■ Exercise goal
Reproduce verbatim only the line that holds "Describe the map" and the lines that follow it to the end of the listing.

====== Given information ======

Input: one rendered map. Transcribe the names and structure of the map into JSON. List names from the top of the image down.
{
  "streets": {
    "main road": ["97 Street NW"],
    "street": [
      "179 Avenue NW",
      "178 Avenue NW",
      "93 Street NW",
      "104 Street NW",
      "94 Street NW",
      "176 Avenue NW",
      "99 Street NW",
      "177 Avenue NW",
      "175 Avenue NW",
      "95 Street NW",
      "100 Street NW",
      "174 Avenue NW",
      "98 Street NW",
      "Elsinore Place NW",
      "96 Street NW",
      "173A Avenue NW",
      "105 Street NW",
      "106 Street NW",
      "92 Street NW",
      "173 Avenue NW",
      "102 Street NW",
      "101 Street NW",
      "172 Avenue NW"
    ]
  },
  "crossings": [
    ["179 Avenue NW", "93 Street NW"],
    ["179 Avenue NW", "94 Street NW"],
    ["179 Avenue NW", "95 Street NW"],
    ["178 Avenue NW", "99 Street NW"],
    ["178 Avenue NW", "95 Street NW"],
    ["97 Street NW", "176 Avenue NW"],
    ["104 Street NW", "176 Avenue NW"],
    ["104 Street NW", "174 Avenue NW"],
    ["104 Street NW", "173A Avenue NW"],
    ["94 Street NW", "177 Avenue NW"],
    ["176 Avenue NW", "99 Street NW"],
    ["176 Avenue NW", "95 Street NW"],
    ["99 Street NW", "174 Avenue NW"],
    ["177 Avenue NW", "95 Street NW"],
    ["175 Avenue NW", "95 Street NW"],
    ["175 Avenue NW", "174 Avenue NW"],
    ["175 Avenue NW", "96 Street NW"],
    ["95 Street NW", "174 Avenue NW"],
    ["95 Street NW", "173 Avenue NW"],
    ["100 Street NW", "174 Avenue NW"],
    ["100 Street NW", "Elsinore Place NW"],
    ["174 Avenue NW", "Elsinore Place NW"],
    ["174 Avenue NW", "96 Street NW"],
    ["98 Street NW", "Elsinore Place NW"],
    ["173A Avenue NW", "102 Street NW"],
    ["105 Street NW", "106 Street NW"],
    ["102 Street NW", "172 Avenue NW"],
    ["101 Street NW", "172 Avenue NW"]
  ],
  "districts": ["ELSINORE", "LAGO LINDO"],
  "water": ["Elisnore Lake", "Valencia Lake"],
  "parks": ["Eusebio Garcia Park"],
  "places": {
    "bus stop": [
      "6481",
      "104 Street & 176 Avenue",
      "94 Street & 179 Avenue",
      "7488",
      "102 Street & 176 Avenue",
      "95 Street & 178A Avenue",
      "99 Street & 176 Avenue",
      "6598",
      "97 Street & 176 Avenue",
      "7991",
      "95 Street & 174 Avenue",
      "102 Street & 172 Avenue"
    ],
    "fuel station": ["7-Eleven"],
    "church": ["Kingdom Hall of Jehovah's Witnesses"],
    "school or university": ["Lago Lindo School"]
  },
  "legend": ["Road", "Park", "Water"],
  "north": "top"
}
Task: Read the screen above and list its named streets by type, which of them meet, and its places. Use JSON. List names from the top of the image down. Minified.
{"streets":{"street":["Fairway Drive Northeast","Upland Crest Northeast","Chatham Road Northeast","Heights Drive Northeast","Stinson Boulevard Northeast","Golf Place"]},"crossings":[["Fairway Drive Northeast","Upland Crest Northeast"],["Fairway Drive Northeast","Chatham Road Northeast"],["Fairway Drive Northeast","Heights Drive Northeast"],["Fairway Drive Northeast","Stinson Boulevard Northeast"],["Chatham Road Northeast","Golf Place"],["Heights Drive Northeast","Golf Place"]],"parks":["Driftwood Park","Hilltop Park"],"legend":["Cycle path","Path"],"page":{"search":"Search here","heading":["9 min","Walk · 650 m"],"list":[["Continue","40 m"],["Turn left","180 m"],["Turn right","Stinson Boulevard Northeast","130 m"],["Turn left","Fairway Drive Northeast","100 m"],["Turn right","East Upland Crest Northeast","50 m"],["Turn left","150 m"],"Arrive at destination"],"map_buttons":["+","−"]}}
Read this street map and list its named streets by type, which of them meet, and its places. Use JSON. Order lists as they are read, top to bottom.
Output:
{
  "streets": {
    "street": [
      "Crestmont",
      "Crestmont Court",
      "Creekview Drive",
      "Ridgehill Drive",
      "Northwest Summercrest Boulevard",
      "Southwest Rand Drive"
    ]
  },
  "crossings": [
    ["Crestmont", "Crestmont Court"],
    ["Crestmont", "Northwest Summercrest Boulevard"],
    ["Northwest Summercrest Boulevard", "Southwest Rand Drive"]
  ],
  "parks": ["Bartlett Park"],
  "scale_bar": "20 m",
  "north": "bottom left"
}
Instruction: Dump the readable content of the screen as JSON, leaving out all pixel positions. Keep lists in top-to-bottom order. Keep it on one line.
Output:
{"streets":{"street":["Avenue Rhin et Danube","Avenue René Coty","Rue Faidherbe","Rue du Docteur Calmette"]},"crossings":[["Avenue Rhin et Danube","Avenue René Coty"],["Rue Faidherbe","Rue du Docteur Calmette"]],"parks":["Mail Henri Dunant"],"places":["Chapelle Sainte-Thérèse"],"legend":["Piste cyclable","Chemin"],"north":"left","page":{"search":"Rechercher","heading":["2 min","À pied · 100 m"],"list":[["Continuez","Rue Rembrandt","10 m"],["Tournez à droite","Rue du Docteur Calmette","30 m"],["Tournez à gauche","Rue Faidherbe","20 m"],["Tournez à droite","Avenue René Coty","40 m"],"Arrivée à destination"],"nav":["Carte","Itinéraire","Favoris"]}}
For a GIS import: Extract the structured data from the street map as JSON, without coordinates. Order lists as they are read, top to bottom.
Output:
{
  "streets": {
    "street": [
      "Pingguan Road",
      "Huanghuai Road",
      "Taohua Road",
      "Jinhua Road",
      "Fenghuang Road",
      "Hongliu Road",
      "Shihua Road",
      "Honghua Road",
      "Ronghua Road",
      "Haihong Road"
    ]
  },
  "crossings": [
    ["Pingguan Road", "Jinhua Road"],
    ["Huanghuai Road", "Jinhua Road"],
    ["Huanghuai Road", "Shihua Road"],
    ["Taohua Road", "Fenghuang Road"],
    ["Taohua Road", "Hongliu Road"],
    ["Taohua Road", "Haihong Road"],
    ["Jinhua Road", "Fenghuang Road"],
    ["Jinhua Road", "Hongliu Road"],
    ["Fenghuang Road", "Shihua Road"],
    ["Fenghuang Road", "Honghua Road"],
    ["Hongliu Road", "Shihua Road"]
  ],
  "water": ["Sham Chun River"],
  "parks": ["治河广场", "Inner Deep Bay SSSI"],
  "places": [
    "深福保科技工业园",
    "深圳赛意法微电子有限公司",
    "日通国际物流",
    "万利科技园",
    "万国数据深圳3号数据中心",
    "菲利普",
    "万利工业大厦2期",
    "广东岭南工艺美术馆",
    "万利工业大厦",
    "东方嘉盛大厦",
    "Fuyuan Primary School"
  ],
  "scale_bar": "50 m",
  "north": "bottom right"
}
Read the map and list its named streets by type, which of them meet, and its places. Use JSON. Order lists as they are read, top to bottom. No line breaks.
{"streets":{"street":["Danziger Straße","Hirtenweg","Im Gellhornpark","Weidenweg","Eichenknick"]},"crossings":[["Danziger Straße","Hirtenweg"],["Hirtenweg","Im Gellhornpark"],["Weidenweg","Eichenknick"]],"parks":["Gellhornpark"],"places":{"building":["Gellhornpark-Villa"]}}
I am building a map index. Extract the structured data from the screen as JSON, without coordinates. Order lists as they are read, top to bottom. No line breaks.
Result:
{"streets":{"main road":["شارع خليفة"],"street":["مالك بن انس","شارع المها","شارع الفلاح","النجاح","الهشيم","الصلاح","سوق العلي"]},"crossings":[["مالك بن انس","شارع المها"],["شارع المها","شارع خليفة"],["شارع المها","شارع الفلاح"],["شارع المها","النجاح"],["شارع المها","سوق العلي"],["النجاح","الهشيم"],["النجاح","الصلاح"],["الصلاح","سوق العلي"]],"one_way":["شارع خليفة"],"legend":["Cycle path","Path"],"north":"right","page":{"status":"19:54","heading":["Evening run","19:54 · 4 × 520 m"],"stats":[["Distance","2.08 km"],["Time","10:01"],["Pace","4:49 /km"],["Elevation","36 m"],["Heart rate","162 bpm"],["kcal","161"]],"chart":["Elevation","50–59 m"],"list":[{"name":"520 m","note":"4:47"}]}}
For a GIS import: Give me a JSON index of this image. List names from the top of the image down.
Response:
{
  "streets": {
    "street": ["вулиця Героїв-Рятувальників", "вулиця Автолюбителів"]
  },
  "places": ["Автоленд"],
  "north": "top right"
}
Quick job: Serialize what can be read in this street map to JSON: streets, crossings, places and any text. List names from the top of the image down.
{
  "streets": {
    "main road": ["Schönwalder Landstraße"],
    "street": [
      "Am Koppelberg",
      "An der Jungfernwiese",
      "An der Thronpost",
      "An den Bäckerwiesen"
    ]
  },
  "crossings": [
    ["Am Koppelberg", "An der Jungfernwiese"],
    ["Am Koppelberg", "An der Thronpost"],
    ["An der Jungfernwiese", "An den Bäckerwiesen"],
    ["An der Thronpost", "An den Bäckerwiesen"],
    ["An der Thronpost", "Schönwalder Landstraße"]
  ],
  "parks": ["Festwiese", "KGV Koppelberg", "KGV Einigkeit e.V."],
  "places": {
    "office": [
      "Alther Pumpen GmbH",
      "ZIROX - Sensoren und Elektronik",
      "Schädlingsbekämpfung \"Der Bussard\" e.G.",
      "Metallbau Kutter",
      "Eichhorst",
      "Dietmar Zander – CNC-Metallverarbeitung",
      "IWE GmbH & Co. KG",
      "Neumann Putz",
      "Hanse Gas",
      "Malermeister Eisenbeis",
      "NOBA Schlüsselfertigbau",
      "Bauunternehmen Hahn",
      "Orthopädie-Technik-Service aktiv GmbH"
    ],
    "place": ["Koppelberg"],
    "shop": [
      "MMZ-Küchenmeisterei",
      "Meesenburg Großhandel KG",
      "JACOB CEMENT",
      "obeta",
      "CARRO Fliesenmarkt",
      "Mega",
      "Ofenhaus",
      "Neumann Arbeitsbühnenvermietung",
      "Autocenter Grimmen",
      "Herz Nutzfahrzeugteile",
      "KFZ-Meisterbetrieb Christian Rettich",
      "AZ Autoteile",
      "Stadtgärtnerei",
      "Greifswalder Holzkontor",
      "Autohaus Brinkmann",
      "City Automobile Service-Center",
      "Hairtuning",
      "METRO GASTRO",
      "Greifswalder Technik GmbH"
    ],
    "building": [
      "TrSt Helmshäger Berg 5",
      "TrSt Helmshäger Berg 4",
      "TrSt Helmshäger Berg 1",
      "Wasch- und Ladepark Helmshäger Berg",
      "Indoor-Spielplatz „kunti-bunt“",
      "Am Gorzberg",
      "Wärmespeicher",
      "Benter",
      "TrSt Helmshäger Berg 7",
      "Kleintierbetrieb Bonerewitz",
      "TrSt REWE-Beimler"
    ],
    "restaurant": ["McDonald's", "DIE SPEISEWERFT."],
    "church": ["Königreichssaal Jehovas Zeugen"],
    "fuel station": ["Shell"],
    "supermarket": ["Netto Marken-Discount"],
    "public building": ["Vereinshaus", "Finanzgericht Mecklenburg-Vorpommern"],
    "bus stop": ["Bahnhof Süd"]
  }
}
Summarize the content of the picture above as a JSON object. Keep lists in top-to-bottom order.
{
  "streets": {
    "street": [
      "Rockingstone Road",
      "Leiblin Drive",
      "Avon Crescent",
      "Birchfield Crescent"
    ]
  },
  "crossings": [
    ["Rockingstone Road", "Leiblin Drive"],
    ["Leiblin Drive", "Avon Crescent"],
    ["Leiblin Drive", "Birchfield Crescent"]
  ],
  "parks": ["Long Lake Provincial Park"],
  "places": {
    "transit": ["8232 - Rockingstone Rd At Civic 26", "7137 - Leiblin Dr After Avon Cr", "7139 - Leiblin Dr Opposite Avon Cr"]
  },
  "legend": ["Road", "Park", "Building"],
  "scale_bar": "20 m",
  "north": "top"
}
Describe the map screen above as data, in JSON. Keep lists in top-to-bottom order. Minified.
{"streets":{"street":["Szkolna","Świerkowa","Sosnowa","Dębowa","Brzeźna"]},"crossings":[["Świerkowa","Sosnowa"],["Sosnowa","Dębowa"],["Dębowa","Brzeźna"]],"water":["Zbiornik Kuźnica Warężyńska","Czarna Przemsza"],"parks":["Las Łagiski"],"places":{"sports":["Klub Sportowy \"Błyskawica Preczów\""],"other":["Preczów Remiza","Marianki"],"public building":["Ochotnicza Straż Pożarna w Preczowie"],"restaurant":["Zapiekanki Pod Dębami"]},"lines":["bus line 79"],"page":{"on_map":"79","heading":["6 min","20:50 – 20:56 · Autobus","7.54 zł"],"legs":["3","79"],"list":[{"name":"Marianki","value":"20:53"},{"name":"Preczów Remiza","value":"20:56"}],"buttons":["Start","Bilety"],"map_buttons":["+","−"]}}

======

■ Response area
Describe the map screen above as data, in JSON. Keep lists in top-to-bottom order. Minified.
{"streets":{"street":["Szkolna","Świerkowa","Sosnowa","Dębowa","Brzeźna"]},"crossings":[["Świerkowa","Sosnowa"],["Sosnowa","Dębowa"],["Dębowa","Brzeźna"]],"water":["Zbiornik Kuźnica Warężyńska","Czarna Przemsza"],"parks":["Las Łagiski"],"places":{"sports":["Klub Sportowy \"Błyskawica Preczów\""],"other":["Preczów Remiza","Marianki"],"public building":["Ochotnicza Straż Pożarna w Preczowie"],"restaurant":["Zapiekanki Pod Dębami"]},"lines":["bus line 79"],"page":{"on_map":"79","heading":["6 min","20:50 – 20:56 · Autobus","7.54 zł"],"legs":["3","79"],"list":[{"name":"Marianki","value":"20:53"},{"name":"Preczów Remiza","value":"20:56"}],"buttons":["Start","Bilety"],"map_buttons":["+","−"]}}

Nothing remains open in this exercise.